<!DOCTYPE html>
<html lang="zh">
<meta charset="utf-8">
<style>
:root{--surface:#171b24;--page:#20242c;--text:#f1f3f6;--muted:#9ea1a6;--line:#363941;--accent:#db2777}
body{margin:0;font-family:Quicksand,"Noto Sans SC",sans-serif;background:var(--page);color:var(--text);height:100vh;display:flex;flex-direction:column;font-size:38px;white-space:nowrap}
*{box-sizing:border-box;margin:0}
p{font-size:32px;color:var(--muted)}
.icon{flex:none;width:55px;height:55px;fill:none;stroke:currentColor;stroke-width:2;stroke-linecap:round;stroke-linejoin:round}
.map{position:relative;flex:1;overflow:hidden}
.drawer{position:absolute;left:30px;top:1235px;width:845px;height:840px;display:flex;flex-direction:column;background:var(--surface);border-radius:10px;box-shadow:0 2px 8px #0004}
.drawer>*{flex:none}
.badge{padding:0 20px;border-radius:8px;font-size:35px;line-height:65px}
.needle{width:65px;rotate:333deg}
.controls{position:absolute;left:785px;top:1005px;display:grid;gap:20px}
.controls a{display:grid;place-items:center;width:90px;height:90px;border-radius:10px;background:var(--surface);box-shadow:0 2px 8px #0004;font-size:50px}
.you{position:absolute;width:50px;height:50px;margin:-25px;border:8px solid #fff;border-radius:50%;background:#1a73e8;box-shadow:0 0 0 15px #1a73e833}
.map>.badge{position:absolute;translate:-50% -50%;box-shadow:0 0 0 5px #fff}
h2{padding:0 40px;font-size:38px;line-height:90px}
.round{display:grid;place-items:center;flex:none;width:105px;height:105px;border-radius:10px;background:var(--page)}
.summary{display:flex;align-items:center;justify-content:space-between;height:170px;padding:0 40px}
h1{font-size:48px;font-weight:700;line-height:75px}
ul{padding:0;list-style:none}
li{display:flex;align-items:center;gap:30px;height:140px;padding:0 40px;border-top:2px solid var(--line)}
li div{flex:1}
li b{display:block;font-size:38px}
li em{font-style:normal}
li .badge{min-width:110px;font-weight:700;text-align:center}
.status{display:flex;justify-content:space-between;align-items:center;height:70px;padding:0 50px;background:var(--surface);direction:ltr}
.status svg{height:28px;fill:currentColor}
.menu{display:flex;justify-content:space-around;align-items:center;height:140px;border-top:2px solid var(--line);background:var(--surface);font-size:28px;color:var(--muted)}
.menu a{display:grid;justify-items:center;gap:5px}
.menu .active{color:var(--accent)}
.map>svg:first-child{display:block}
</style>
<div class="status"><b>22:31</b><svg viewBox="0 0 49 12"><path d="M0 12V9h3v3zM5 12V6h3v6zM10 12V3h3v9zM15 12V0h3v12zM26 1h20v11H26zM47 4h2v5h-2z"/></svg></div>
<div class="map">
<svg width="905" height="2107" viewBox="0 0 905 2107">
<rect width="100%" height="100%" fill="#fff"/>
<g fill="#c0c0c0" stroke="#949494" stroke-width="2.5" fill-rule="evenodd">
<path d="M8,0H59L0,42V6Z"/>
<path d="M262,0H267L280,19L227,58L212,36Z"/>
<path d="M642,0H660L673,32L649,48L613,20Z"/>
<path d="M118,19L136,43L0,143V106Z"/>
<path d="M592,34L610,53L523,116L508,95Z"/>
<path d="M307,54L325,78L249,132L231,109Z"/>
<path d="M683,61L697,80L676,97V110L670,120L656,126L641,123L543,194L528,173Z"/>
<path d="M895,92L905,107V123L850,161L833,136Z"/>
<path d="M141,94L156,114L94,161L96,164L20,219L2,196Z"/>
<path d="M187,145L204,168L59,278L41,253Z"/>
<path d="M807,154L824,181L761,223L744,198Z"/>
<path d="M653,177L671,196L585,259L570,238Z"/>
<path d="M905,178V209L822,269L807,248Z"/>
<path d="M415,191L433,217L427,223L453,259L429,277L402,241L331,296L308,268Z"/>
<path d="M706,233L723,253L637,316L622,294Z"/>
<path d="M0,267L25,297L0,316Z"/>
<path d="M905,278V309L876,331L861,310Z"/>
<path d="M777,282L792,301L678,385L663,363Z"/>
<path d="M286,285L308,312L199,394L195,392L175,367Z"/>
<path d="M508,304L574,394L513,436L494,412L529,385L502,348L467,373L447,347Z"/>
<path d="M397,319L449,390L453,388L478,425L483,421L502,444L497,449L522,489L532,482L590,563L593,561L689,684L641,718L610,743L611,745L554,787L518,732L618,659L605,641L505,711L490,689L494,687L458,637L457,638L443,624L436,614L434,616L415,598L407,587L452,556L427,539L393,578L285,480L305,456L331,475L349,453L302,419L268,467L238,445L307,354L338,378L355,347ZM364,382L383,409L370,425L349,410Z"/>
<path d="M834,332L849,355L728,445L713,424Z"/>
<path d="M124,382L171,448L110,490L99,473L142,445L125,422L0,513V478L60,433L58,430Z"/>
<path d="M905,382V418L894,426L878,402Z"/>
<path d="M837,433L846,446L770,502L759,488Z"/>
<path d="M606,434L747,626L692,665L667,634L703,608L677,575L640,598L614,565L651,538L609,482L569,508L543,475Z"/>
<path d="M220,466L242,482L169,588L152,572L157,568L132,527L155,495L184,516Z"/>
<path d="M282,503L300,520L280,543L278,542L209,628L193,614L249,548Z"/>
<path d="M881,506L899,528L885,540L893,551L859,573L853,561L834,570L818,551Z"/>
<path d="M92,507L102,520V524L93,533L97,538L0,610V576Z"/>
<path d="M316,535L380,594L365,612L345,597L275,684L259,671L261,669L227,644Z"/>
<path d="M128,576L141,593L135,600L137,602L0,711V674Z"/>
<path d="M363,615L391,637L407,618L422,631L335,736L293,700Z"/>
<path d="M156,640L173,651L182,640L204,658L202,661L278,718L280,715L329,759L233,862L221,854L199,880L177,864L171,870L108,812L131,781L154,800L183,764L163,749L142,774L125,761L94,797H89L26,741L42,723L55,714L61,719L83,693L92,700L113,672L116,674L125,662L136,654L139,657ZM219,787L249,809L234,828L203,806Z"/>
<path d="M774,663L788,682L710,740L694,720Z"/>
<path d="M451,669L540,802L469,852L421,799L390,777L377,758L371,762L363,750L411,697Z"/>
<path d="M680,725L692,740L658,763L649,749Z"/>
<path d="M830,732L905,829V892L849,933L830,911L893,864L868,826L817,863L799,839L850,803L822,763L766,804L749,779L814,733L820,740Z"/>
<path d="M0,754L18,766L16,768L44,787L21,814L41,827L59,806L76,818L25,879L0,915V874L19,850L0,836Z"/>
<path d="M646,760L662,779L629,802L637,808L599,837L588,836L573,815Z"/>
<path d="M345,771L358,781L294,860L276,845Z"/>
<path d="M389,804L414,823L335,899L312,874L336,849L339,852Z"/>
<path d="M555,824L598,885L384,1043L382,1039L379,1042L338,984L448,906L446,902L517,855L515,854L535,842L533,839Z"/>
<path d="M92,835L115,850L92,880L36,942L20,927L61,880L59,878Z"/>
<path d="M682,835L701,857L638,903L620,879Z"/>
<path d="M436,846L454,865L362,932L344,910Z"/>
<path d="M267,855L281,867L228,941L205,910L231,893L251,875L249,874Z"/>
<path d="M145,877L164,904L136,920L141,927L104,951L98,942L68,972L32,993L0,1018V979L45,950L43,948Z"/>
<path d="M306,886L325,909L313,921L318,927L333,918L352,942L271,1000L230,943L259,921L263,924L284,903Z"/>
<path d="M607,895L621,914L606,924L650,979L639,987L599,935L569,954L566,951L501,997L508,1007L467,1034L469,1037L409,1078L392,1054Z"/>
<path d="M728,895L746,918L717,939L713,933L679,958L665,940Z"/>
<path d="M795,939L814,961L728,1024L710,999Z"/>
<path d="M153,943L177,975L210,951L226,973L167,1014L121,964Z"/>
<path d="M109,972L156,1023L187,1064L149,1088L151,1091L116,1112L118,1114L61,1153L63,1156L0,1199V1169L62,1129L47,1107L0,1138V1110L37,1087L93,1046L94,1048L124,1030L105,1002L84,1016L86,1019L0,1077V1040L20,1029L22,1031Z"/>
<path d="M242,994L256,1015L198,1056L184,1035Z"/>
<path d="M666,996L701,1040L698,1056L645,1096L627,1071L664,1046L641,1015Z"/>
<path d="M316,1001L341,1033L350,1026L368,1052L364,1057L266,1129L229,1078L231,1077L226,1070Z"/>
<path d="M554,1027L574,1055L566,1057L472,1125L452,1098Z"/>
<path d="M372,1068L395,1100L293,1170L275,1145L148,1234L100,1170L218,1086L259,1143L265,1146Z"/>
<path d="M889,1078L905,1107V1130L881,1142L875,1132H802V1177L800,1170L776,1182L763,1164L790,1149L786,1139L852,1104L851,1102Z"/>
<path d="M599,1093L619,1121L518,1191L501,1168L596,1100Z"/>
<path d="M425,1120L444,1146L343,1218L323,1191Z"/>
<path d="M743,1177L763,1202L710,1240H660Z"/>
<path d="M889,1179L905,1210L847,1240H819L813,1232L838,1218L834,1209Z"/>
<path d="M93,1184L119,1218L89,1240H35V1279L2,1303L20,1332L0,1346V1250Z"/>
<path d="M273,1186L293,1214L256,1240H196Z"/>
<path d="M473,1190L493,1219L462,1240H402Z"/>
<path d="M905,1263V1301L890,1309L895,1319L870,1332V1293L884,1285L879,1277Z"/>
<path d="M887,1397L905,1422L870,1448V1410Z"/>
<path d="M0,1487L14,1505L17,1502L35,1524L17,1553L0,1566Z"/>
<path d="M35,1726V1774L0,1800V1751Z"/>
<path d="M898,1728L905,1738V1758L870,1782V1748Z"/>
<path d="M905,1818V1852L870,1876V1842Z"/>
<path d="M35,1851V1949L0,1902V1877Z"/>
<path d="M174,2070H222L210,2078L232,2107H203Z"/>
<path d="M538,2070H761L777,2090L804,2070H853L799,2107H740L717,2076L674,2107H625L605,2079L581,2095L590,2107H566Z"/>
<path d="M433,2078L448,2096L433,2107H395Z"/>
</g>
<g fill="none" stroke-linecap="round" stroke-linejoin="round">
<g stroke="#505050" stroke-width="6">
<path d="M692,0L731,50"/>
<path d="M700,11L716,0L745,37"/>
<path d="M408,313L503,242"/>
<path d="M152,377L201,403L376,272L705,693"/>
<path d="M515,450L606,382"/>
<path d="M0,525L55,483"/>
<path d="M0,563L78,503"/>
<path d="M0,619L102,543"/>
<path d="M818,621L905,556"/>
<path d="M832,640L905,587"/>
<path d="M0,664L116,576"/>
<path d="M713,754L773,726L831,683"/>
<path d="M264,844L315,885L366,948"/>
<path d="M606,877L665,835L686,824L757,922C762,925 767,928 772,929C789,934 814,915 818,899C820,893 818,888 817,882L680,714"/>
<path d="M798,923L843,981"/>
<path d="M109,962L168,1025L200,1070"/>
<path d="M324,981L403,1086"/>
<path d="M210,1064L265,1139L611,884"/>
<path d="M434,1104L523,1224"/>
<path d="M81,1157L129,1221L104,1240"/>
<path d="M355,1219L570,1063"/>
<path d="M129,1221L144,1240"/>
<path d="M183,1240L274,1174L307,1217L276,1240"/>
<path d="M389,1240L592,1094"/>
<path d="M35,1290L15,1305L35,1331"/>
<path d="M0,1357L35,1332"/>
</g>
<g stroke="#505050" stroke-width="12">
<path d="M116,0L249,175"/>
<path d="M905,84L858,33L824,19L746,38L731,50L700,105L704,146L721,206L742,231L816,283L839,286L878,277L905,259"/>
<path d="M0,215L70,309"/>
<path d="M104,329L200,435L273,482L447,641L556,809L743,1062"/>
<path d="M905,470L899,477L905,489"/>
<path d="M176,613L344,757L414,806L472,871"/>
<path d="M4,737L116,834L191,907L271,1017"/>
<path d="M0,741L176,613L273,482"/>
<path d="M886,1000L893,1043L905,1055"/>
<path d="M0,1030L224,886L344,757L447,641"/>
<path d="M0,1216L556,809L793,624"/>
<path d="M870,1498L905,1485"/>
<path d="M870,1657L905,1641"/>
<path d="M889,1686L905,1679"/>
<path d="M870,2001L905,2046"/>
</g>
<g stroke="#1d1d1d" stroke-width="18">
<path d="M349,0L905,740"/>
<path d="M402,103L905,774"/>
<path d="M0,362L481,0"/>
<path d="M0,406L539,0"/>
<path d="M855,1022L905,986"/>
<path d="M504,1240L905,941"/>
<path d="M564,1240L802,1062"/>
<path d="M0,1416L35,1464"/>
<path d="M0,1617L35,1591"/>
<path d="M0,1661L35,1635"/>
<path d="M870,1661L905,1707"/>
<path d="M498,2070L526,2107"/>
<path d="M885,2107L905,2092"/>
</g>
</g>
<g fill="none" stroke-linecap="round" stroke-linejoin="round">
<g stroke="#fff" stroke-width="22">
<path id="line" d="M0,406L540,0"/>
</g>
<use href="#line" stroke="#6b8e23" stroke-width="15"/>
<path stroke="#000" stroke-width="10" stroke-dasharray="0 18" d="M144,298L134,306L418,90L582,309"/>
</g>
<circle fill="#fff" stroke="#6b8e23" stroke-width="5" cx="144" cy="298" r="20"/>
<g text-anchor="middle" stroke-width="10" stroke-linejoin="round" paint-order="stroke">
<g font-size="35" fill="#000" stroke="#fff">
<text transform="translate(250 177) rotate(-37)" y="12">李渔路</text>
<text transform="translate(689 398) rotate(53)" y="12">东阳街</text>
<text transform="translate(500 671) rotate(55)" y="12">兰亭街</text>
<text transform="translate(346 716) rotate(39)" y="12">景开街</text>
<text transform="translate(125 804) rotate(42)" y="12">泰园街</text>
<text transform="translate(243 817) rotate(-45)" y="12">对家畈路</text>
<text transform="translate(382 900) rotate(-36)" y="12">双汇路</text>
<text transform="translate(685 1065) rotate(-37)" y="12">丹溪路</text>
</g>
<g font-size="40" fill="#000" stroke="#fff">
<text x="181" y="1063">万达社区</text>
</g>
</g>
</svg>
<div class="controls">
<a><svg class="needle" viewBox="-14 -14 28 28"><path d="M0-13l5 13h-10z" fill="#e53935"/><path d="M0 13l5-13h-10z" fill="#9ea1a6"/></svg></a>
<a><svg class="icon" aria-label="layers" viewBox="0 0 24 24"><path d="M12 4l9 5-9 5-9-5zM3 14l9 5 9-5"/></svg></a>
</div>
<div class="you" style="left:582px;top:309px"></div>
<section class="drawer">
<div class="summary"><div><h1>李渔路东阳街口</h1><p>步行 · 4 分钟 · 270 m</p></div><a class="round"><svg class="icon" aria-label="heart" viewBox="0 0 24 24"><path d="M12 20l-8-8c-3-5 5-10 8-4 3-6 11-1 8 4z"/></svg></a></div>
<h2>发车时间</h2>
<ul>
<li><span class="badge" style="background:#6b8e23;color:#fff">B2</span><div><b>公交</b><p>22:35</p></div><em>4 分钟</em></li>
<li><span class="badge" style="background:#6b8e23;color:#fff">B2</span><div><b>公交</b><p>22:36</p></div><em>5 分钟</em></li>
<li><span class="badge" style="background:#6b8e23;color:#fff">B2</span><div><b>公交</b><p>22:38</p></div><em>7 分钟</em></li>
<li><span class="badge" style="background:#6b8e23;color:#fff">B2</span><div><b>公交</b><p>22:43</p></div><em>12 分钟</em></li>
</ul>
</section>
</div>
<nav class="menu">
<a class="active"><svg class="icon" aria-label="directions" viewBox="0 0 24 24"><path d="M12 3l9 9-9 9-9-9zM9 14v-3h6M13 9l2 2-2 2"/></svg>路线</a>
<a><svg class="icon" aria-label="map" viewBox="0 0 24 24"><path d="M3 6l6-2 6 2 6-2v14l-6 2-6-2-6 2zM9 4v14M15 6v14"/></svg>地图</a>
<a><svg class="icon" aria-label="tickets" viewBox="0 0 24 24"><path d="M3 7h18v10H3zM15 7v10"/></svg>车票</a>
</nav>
══════════
- _About this task_: Collect the complete line wherever the string "margin" appears in the records.

- _Completed task_:
body{margin:0;font-family:Quicksand,"Noto Sans SC",sans-serif;background:var(--page);color:var(--text);height:100vh;display:flex;flex-direction:column;font-size:38px;white-space:nowrap}
*{box-sizing:border-box;margin:0}
.you{position:absolute;width:50px;height:50px;margin:-25px;border:8px solid #fff;border-radius:50%;background:#1a73e8;box-shadow:0 0 0 15px #1a73e833}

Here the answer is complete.